El securitarismo llegó para quedarse y ello es así porque es una de las modalidades que asume el gobierno neoliberal de las poblaciones. Cambia, incorpora elementos, pero es regular en sus efectos. Si seguimos el eje argumentativo que trazamos desde el inicio, la cuestión securitaria tal y como se configura hoy es irresoluble. Porque, más que un problema a ser solucionado, es un soporte sobre el cual se apoyan y despliegan relaciones de poder y dispositivos de intervención.
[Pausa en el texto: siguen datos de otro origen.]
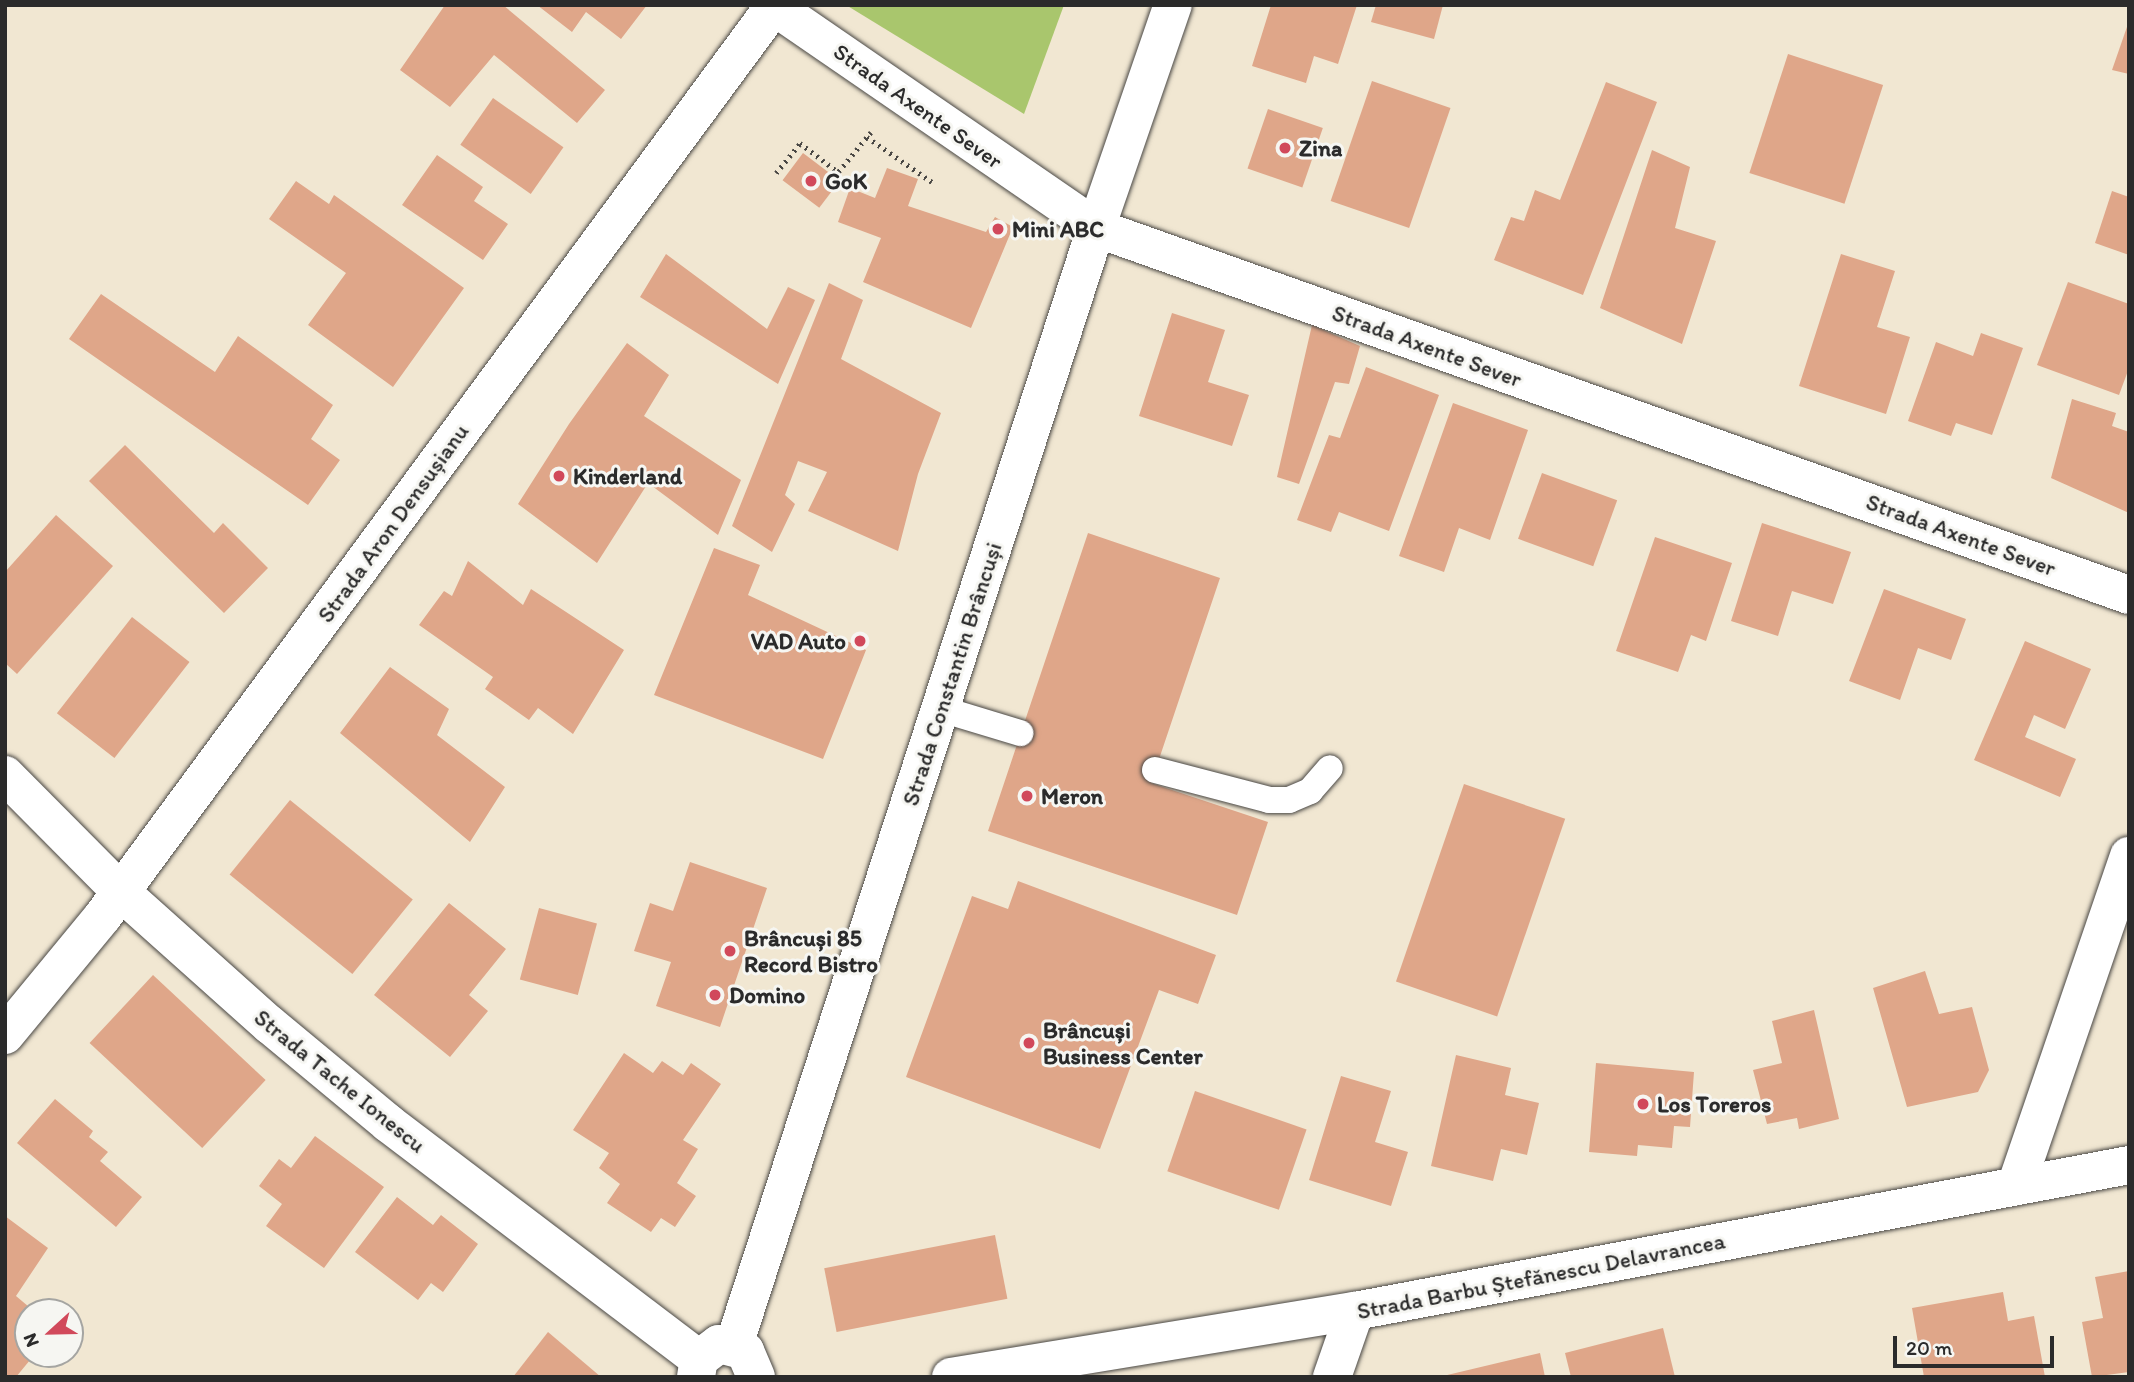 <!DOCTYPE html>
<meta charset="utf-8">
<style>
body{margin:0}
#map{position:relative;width:2134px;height:1382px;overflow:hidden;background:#f1e7d2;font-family:Itim,sans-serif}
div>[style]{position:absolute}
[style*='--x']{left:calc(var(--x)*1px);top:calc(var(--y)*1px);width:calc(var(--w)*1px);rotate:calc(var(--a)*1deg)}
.green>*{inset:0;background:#a9c66d}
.building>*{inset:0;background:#dfa689;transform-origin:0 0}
.path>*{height:4.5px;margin-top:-2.25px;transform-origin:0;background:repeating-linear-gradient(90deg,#494744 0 2px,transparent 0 7px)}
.roads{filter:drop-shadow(0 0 2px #494744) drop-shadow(0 0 2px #494744)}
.lane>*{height:26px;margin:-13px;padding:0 13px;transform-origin:13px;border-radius:13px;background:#fff}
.street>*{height:38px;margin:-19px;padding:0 19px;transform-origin:19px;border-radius:19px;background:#fff}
.secondary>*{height:38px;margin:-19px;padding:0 19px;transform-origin:19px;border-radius:19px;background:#fff}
.dots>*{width:19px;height:19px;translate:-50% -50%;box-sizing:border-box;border:4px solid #f6f6f2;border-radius:50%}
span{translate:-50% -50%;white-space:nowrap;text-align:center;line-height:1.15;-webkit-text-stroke:6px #f6f6f2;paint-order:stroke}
.street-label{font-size:23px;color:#2b2b2b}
.poi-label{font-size:23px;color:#2b2b2b;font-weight:700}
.left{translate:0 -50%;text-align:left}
.right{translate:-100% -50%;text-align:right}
.frame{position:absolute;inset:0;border:7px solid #2b2b2b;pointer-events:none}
.north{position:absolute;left:14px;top:1298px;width:70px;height:70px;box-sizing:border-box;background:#f6f6f2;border:2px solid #a5a5a2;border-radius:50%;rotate:248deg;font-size:19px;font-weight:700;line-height:28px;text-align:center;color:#2b2b2b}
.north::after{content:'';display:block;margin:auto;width:24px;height:32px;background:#d1495b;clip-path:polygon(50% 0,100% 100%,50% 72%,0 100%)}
.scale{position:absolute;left:1893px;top:1336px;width:161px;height:32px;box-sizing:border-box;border:4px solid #2b2b2b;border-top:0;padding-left:9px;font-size:21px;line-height:24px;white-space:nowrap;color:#2b2b2b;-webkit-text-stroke:5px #f6f6f2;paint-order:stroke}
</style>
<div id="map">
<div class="green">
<i style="clip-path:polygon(846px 5px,1064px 5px,1024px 114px)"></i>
</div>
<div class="building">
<i style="clip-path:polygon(445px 5px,503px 5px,605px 90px,577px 123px,494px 55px,450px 107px,400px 70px)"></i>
<i style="clip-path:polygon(537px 5px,647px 5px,621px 39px,586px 12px,572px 32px)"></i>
<i style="clip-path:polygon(1271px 5px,1357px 5px,1338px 64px,1314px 56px,1306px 83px,1252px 66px)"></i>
<i style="clip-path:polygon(1376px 5px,1443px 5px,1434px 39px,1371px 22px)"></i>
<i style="clip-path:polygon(2128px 24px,2129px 24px,2129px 74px,2112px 70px)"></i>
<i style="left:1788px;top:54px;width:100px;height:125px;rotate:18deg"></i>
<i style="left:1372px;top:81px;width:83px;height:127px;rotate:19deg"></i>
<i style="clip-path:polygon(1606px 82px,1657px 102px,1583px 295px,1494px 260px,1511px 217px,1524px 221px,1535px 190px,1560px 200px)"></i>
<i style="left:493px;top:98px;width:86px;height:57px;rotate:35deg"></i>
<i style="left:1268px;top:109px;width:58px;height:63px;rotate:19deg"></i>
<i style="clip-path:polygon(1652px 150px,1690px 167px,1675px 228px,1716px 241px,1682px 344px,1600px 308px)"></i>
<i style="left:803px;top:153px;width:46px;height:34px;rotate:37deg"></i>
<i style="clip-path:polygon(437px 155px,483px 187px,474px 201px,508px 224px,483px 260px,402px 205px)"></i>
<i style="clip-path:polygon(887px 168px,918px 179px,908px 206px,986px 232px,995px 217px,1013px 227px,971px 328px,863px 282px,881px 238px,838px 222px,850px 188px,875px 198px)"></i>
<i style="clip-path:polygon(296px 181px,329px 204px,334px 195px,464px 288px,393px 387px,308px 325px,346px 273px,269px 219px)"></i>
<i style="clip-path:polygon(2112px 191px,2129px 197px,2129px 255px,2095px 243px)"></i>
<i style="clip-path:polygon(666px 254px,767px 329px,788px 287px,815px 300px,778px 384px,640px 297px)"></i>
<i style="clip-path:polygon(1841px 254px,1895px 271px,1877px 327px,1910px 337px,1886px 414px,1799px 386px)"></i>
<i style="clip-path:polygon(2068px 282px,2129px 304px,2129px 368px,2119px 395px,2037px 365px)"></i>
<i style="clip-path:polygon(829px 283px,863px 300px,841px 359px,941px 413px,918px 474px,898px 551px,808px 511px,827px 472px,798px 461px,785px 495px,795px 504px,772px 552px,732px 526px)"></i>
<i style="clip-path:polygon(101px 294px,215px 372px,238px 336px,333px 405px,311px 439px,340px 460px,308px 505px,69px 339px)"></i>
<i style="clip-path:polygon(1172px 313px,1225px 330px,1208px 382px,1249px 395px,1232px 446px,1139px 416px)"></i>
<i style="clip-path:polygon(1312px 325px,1360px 346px,1349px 384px,1335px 382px,1299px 484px,1277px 477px)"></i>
<i style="clip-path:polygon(1981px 333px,2023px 348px,1992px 435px,1956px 423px,1951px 436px,1908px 421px,1936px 342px,1973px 356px)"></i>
<i style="clip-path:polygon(627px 343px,669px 375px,644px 416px,741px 480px,718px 535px,648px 483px,597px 563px,518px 504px,569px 424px)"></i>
<i style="clip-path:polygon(1366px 367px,1439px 395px,1389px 531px,1339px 512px,1331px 532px,1297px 520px,1329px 435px,1340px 438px)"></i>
<i style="clip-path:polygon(2072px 399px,2116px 413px,2112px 426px,2129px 432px,2129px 513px,2051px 478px)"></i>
<i style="clip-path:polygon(1453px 403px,1528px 430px,1490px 540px,1459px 528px,1444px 572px,1399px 556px)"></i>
<i style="clip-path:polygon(125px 445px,214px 533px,223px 523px,268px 568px,224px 613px,89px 481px)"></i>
<i style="left:1542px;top:473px;width:80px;height:70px;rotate:20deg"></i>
<i style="clip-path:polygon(56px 515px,113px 566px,17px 674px,5px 663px,5px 572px)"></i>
<i style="clip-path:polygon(1762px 523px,1851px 552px,1833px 604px,1792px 591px,1778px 636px,1731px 621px)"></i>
<i style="clip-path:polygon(1088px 533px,1220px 578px,1151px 783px,1268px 822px,1237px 915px,988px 831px)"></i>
<i style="clip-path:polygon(1655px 537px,1732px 563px,1706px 641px,1691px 635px,1678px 672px,1616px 651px)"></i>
<i style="clip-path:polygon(714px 548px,760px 565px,748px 595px,866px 650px,823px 759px,654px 695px)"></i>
<i style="clip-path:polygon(468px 561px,523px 605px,531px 589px,624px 650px,573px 734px,538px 708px,529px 720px,485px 689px,493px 677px,419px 625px,444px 591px,452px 596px)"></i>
<i style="clip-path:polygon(1884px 589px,1966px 619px,1951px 660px,1918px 648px,1900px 700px,1849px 681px)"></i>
<i style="left:132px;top:617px;width:73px;height:122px;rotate:38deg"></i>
<i style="clip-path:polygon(2025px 641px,2091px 669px,2065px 729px,2034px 715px,2025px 737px,2076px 759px,2060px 797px,1974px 760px)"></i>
<i style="clip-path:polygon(390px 667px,449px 709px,437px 735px,505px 787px,470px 842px,340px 733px)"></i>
<i style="left:1464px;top:784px;width:107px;height:209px;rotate:19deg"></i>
<i style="left:290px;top:800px;width:158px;height:96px;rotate:39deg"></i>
<i style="clip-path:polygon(690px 862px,767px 888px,720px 1027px,656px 1006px,671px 962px,634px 951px,650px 903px,673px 911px)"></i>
<i style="clip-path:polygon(1018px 881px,1216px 955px,1198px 1004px,1159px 990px,1100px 1149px,906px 1077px,972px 896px,1008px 909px)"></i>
<i style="clip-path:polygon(449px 903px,506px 949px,469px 995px,488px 1011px,450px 1057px,374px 995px)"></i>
<i style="left:539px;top:908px;width:60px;height:74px;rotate:15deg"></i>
<i style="clip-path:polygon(1925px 971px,1939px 1014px,1972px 1007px,1989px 1070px,1978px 1092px,1907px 1107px,1873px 988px)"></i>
<i style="left:153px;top:975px;width:154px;height:93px;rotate:43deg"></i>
<i style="clip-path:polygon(1814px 1010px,1839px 1119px,1799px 1129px,1797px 1118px,1767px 1124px,1753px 1070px,1782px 1063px,1772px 1021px)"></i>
<i style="clip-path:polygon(624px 1053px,653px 1073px,662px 1061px,683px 1075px,691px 1063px,721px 1084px,683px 1140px,698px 1149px,677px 1183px,696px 1196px,675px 1227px,661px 1218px,651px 1232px,607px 1203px,620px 1184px,599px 1168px,609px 1153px,573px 1130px)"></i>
<i style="clip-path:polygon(1456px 1055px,1511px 1068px,1505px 1095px,1539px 1103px,1527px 1155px,1501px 1149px,1493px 1181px,1431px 1166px)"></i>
<i style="clip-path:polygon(1596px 1063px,1694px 1072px,1690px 1127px,1674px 1126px,1672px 1148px,1638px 1145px,1637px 1156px,1589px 1152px)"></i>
<i style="clip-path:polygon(1341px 1076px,1391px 1091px,1375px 1142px,1408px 1152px,1391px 1206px,1309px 1180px)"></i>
<i style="left:1195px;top:1091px;width:118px;height:85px;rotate:19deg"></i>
<i style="clip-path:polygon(55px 1099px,93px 1131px,89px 1137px,108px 1152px,100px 1161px,142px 1197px,116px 1227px,17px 1143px)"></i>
<i style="clip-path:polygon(315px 1136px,384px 1187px,324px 1268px,266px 1226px,282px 1204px,259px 1186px,279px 1159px,291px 1168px)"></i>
<i style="clip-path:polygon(397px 1197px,433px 1225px,441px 1215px,478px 1244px,443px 1292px,431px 1283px,418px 1300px,355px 1252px)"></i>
<i style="clip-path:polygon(5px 1216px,48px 1248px,16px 1296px,35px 1312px,28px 1312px,28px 1354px,35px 1354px,16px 1377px,5px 1377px)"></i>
<i style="left:995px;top:1235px;width:65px;height:174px;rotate:79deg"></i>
<i style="clip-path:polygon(2129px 1271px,2129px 1372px,2092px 1377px,2082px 1322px,2103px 1318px,2095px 1277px)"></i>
<i style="clip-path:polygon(2003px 1292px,2008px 1321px,2034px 1316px,2045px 1377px,1924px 1377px,1912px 1308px)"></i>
<i style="clip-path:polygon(1663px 1328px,1675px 1377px,1571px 1377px,1565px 1353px)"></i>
<i style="clip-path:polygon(548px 1332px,601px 1377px,513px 1377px)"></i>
<i style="clip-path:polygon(1540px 1353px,1545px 1377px,1443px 1377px,1443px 1376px)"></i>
</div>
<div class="path">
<i style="--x:867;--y:137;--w:79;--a:34.7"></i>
<i style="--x:776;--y:173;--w:38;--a:-51"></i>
<i style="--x:800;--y:143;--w:48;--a:37.3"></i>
<i style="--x:834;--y:177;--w:58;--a:-50.6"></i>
</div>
<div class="roads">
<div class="lane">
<i style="--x:941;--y:709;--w:83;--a:16.9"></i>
<i style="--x:1155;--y:770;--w:118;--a:14.7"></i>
<i style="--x:1269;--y:800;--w:20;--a:0"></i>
<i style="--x:1289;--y:800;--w:23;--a:-23"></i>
<i style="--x:1310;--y:791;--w:30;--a:-49"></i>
</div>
<div class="street">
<i style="--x:772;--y:5;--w:393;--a:34.5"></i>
<i style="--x:1096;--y:228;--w:1096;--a:19.56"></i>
<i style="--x:5;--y:775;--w:165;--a:45.2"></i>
<i style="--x:121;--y:892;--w:200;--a:41.8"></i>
<i style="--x:270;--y:1025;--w:153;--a:39.7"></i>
<i style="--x:388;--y:1123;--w:390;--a:37.2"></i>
<i style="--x:5;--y:1035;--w:154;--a:-50.5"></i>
<i style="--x:103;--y:916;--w:1132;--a:-53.59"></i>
<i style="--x:2016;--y:1186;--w:349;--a:-71.1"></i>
<i style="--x:1332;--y:1377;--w:70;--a:-70.8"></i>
</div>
<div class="secondary">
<i style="--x:734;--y:1345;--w:1174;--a:-72.04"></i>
<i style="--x:1096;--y:228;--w:236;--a:-71"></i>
<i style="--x:696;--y:1377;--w:18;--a:-81"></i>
<i style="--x:699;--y:1359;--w:25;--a:-37"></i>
<i style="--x:719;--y:1344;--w:27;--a:15"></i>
<i style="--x:745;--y:1351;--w:28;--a:67"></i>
<i style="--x:951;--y:1377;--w:409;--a:-9.3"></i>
<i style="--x:1355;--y:1311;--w:788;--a:-10.68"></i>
</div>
</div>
<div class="dots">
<i style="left:1285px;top:148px;background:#d1495b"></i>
<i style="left:811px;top:181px;background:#d1495b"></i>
<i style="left:998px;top:229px;background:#d1495b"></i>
<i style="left:559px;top:476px;background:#d1495b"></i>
<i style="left:860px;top:641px;background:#d1495b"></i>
<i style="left:1027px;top:796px;background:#d1495b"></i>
<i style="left:730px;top:951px;background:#d1495b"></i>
<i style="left:715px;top:995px;background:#d1495b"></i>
<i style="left:1029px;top:1043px;background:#d1495b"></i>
<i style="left:1643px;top:1104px;background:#d1495b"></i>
</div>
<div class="street-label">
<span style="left:918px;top:106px;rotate:35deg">Strada Axente Sever</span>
<span style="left:1427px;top:346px;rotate:20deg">Strada Axente Sever</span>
<span style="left:393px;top:523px;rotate:-54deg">Strada Aron Densușianu</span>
<span style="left:1961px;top:535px;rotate:20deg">Strada Axente Sever</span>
<span style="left:952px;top:674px;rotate:-72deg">Strada Constantin Brâncuși</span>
<span style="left:340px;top:1081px;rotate:39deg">Strada Tache Ionescu</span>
<span style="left:1541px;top:1276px;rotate:-11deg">Strada Barbu Ștefănescu Delavrancea</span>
</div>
<div class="poi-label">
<span class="left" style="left:1299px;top:148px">Zina</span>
<span class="left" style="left:825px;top:181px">GoK</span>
<span class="left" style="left:1012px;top:229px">Mini ABC</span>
<span class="left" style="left:573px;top:476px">Kinderland</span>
<span class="right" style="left:846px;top:641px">VAD Auto</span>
<span class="left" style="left:1041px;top:796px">Meron</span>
<span class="left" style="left:744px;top:951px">Brâncuși 85<br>Record Bistro</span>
<span class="left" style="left:729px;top:995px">Domino</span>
<span class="left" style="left:1043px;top:1043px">Brâncuși<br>Business Center</span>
<span class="left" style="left:1657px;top:1104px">Los Toreros</span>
</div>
<div class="frame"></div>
<div class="north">N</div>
<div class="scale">20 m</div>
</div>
Si el discurso securitario en escenarios posneoliberales inclinaba el fiel de la balanza en sentido contrario a los procesos de inclusión de los sectores populares, vectorizando microfascismos –fascismos lagunares, moleculares, dispersos, como los linchamientos de 2014–, hoy cuando se hace discurso de la estatalidad, nos encontramos en un nuevo escenario, el escenario de un Estado policial empoderado y, en el límite, ante la posibilidad de una gesta macrofascista, una movilización popular desde la propia estatalidad que, a través de la producción de miedo y la promesa de conjurarlo, legitima el hostigamiento, la intervención violenta y la exclusión de esa masa amorfa, difusa, siempre abierta que es construida como amenaza al orden y la seguridad. Peligrosa fusión entre Estado y securitización. Estado de derecho de baja intensidad y alta legitimidad social para intervenciones que vulneran las garantías de una ciudadanía plena.